Data listing »
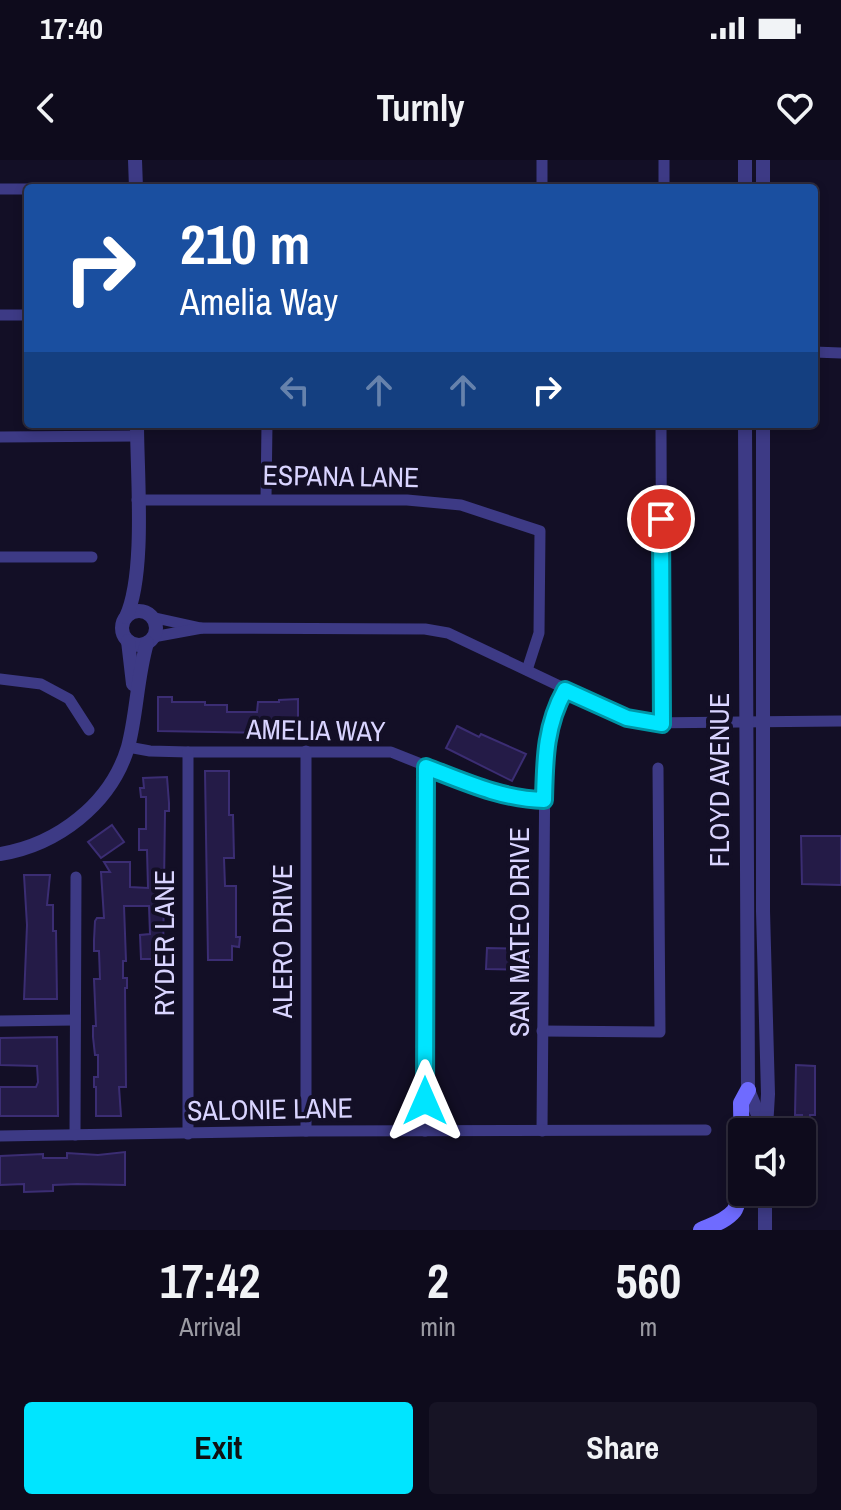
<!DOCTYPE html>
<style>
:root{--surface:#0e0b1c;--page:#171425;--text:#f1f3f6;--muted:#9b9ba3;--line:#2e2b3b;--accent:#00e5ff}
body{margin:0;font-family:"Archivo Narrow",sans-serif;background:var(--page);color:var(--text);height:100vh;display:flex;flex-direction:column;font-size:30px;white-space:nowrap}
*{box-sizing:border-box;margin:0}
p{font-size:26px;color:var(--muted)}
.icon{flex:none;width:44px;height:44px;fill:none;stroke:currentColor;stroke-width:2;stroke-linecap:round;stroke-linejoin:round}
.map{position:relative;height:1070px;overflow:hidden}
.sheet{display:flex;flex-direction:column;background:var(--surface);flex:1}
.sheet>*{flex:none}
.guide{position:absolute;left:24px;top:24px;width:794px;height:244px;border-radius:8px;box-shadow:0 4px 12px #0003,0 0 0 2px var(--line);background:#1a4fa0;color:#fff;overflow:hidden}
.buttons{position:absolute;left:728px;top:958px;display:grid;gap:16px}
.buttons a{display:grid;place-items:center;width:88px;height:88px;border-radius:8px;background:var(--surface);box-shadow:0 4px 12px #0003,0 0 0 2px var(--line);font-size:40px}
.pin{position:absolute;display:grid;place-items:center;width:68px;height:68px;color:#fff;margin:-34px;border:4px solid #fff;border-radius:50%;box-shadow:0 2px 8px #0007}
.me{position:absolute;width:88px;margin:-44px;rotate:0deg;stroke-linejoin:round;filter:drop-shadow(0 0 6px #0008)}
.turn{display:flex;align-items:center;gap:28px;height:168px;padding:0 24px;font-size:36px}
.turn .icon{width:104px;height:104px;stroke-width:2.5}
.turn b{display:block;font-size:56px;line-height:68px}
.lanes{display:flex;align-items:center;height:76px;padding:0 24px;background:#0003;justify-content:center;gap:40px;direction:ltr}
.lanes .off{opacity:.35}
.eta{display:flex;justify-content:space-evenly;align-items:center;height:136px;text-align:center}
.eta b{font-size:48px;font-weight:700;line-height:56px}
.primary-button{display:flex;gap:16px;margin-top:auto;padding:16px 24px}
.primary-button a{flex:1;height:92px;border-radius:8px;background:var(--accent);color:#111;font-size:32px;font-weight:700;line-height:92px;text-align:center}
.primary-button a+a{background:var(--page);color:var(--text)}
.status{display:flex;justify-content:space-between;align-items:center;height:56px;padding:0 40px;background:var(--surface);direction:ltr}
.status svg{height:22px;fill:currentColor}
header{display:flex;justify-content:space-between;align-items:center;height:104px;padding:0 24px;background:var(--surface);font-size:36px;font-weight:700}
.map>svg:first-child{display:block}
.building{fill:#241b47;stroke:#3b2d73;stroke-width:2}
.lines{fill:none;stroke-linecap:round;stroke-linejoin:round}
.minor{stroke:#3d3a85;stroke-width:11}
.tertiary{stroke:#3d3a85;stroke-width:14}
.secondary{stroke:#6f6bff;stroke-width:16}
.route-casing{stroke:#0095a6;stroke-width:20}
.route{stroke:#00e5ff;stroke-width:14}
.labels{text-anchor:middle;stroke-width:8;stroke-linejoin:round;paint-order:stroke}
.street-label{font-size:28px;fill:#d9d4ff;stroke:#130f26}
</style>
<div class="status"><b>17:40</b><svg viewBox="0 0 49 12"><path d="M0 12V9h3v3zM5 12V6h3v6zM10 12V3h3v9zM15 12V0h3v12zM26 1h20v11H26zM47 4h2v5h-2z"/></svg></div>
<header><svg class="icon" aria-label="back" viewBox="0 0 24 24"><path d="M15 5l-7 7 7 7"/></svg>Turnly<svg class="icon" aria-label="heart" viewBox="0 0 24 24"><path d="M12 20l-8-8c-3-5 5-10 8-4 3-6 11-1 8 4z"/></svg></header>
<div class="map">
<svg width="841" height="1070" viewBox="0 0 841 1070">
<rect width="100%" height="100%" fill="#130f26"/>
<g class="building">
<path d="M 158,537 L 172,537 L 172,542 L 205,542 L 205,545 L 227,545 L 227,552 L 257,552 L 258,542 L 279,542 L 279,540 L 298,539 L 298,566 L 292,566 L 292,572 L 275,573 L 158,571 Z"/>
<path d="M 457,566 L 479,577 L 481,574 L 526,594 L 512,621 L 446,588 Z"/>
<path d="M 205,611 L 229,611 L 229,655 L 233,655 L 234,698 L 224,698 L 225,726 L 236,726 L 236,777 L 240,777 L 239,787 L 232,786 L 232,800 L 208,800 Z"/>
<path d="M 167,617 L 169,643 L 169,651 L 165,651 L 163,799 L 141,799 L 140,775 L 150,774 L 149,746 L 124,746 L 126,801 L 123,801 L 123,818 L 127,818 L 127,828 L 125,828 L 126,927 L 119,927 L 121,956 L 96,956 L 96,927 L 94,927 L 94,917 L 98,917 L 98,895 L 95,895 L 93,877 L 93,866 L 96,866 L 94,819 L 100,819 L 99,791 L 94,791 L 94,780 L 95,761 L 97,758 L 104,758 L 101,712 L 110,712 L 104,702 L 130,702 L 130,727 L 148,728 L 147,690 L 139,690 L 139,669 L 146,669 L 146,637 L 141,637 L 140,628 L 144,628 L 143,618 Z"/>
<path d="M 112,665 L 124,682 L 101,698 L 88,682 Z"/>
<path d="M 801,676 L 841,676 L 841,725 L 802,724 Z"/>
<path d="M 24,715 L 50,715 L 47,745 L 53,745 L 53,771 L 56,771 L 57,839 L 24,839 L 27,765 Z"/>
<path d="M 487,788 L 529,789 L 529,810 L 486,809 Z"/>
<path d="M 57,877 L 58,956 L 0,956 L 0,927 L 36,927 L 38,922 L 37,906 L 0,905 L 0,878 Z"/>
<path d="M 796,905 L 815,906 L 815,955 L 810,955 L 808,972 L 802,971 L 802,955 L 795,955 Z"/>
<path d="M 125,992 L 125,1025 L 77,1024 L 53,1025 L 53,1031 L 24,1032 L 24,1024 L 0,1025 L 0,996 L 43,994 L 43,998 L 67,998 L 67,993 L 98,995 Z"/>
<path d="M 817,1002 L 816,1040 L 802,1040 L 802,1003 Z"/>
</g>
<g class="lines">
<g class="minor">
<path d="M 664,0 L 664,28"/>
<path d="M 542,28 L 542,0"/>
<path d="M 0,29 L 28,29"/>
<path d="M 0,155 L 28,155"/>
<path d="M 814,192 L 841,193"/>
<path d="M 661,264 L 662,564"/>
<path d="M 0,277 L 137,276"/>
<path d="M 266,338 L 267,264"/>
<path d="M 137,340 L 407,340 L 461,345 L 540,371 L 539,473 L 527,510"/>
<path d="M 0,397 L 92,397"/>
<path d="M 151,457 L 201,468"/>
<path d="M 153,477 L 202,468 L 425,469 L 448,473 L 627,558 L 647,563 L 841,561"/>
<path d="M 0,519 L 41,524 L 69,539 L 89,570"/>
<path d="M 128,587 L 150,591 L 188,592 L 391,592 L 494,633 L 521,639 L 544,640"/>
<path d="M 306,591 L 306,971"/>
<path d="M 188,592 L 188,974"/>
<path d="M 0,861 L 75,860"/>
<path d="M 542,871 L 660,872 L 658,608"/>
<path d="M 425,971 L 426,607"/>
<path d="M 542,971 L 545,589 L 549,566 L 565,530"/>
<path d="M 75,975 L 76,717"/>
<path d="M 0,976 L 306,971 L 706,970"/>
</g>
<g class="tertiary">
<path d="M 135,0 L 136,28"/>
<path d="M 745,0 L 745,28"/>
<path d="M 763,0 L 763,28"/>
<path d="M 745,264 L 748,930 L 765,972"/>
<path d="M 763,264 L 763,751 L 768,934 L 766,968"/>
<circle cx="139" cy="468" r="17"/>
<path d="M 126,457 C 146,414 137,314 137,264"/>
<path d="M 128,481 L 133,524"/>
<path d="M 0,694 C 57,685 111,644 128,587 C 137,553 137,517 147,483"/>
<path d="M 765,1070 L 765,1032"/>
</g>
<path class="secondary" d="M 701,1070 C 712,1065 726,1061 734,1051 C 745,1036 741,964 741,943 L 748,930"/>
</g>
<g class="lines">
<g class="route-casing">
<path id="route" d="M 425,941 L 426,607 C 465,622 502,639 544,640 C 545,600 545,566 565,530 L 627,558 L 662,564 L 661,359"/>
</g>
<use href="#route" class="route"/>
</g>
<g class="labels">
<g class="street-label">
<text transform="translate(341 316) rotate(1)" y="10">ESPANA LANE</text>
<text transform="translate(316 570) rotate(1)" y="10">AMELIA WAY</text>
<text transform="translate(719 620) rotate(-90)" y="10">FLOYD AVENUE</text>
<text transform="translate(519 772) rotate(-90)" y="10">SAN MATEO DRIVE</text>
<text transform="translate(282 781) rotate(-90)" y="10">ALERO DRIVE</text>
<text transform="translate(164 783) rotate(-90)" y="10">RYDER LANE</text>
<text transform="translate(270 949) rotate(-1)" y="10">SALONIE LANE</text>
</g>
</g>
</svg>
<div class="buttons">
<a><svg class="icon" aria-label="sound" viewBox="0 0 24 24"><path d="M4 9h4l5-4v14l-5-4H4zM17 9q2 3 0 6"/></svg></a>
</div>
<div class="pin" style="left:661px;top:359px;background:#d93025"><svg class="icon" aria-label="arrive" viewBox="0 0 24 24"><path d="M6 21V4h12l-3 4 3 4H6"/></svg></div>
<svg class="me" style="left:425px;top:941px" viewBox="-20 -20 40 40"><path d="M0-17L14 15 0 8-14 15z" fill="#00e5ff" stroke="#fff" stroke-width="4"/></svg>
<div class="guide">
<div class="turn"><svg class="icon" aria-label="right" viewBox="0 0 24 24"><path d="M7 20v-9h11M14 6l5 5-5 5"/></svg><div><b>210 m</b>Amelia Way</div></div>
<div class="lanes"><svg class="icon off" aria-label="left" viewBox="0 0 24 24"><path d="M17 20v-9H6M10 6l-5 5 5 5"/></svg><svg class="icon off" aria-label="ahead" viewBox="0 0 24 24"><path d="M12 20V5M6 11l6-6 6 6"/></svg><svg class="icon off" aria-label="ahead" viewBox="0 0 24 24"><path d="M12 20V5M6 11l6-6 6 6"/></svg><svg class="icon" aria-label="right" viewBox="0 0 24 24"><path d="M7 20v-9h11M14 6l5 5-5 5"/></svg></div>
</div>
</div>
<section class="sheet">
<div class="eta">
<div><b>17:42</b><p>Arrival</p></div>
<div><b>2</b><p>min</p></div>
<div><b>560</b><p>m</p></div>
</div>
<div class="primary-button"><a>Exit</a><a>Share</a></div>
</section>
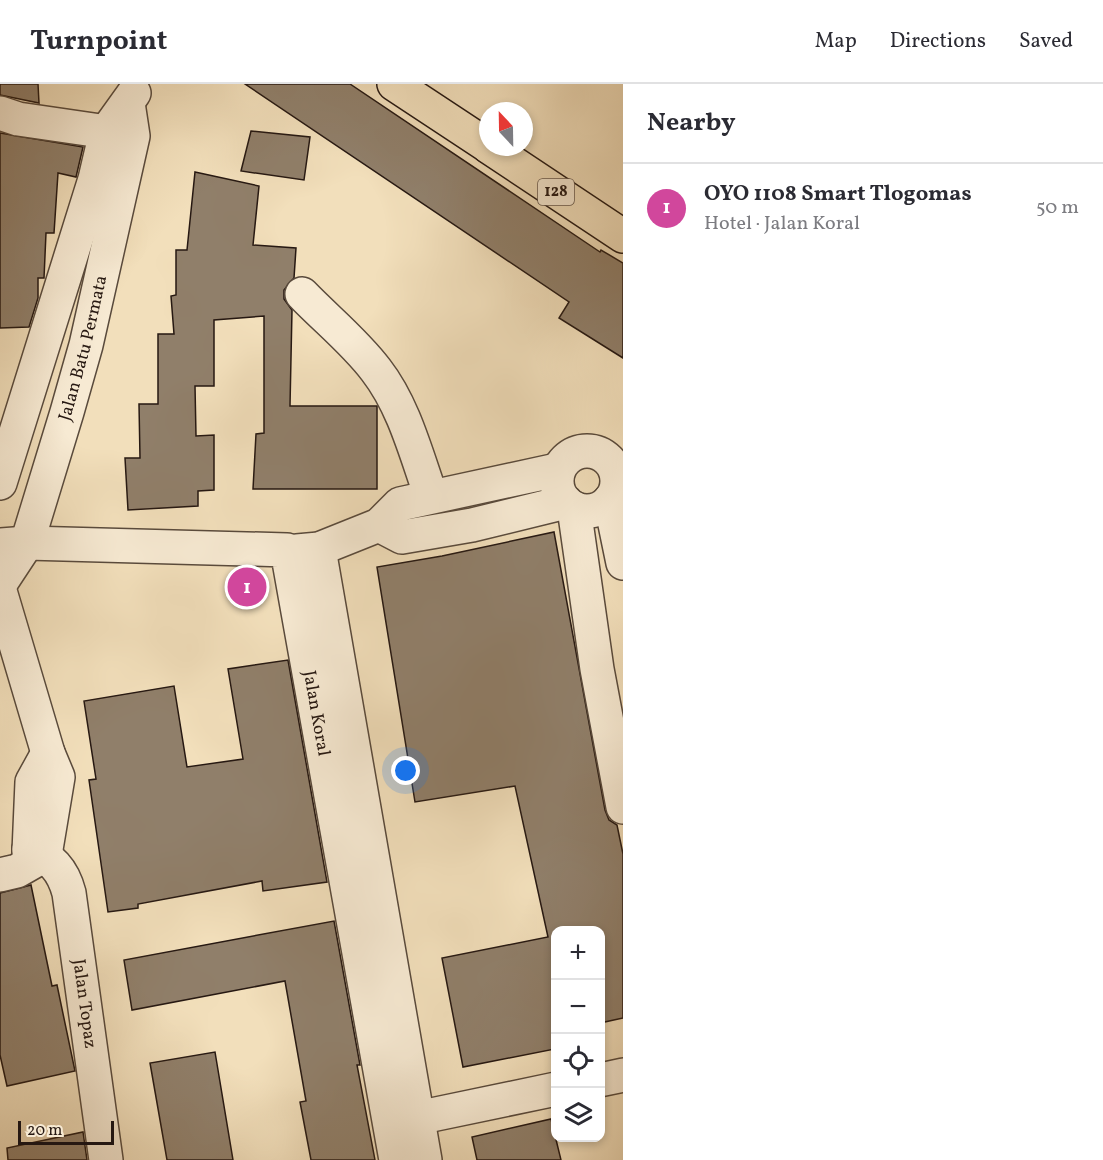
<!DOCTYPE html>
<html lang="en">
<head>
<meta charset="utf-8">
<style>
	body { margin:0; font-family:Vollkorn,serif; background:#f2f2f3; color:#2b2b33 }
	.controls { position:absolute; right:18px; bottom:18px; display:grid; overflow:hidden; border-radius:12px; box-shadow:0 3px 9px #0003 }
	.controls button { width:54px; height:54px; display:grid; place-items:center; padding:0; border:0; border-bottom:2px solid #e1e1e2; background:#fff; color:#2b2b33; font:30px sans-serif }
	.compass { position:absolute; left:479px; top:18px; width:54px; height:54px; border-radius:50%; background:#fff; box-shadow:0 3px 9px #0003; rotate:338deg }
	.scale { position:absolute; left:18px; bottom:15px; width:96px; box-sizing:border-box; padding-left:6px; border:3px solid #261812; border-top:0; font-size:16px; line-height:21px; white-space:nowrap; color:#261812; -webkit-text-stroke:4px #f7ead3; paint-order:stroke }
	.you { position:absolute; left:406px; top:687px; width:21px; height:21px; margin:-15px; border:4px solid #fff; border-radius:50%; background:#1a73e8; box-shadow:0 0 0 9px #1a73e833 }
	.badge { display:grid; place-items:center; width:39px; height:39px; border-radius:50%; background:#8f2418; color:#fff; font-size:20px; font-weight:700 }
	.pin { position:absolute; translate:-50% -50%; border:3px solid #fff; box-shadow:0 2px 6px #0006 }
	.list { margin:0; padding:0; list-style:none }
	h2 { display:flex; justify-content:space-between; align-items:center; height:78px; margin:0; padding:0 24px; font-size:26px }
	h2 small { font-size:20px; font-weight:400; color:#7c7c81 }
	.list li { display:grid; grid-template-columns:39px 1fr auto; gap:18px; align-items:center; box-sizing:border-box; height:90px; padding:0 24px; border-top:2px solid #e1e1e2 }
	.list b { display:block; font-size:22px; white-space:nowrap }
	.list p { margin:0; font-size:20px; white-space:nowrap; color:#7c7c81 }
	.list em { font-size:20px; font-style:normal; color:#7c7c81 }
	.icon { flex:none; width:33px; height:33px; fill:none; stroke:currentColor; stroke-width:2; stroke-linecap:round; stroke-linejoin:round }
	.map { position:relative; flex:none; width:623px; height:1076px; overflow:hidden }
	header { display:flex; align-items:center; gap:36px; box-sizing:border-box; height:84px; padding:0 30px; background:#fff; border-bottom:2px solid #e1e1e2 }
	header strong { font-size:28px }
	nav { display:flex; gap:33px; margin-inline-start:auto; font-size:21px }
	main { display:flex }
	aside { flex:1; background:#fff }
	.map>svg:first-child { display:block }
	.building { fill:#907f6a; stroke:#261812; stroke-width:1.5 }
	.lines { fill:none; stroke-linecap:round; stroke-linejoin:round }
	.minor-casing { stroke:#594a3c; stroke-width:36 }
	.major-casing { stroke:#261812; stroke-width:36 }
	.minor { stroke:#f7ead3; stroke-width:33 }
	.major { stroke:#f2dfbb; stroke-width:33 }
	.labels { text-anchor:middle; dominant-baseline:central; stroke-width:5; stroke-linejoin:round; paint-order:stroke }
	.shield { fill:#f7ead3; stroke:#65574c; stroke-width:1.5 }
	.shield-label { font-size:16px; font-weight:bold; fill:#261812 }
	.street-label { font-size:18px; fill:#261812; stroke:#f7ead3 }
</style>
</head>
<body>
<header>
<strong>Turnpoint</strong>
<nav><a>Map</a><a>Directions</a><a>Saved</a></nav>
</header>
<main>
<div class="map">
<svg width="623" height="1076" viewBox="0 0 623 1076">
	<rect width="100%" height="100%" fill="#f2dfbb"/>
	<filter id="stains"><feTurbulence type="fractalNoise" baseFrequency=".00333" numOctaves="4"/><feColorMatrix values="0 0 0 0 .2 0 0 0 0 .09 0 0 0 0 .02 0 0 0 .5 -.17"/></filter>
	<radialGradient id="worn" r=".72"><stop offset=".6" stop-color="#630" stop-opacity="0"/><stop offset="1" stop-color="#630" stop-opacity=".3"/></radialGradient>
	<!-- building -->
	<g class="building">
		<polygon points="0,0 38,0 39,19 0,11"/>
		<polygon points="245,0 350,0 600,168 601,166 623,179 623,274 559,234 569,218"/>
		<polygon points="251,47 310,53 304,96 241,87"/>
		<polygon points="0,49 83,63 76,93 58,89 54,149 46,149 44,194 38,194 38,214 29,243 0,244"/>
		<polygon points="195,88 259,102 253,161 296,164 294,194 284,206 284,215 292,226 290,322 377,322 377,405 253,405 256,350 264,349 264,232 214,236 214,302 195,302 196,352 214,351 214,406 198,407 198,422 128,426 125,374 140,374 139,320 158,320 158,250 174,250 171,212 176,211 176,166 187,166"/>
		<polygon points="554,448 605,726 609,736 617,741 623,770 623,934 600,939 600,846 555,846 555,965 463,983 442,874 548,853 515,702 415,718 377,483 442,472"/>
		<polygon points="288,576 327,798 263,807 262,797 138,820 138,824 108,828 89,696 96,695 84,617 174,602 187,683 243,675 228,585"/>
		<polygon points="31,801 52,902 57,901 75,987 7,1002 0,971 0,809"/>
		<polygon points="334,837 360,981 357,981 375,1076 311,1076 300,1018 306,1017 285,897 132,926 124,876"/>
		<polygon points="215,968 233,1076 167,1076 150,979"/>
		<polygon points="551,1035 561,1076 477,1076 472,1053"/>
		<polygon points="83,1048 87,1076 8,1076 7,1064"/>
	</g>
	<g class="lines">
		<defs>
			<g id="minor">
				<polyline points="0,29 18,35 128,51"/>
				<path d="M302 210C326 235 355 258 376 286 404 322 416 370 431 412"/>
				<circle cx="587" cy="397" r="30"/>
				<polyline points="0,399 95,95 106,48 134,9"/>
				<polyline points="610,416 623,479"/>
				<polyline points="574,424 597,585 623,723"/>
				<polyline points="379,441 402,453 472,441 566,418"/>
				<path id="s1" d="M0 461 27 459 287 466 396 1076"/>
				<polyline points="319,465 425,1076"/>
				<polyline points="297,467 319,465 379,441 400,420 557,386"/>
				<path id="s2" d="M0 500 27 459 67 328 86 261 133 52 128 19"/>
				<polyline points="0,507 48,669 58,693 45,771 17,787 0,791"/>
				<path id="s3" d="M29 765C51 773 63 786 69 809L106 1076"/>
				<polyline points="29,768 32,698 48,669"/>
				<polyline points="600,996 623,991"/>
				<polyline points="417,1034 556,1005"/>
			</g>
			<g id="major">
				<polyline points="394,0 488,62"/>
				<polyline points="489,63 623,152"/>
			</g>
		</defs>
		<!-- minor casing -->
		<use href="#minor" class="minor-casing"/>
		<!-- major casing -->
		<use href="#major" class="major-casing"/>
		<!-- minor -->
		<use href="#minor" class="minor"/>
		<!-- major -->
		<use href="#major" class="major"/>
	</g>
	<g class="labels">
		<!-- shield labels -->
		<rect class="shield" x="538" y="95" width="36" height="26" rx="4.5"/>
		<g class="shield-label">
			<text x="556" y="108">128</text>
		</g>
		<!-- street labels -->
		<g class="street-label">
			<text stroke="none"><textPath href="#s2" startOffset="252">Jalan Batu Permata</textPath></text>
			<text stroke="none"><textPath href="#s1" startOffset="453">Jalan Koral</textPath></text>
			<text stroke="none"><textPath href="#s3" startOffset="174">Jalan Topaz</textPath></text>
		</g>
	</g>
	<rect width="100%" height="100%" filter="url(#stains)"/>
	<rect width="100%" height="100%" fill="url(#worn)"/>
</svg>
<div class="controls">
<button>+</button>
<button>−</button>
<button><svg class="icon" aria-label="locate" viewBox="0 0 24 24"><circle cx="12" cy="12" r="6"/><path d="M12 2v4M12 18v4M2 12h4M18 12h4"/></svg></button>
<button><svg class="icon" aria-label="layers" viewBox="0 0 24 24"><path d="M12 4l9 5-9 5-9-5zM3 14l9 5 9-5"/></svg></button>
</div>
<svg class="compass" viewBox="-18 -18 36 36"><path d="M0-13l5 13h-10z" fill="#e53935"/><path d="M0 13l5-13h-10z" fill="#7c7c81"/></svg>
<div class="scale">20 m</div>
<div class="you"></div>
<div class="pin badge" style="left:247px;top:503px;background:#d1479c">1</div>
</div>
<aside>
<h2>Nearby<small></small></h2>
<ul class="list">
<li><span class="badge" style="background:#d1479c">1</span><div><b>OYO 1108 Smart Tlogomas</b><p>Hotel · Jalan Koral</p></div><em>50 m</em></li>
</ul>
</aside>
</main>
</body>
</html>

Work order » Look for the word "place" in every line of the listing and copy the lines that have it.

Answer to the problem »
.buttons a{display:grid;place-items:center;width:88px;height:88px;border-radius:8px;background:var(--surface);box-shadow:0 4px 12px #0003,0 0 0 2px var(--line);font-size:40px}
.pin{position:absolute;display:grid;place-items:center;width:68px;height:68px;color:#fff;margin:-34px;border:4px solid #fff;border-radius:50%;box-shadow:0 2px 8px #0007}
	.controls button { width:54px; height:54px; display:grid; place-items:center; padding:0; border:0; border-bottom:2px solid #e1e1e2; background:#fff; color:#2b2b33; font:30px sans-serif }
	.badge { display:grid; place-items:center; width:39px; height:39px; border-radius:50%; background:#8f2418; color:#fff; font-size:20px; font-weight:700 }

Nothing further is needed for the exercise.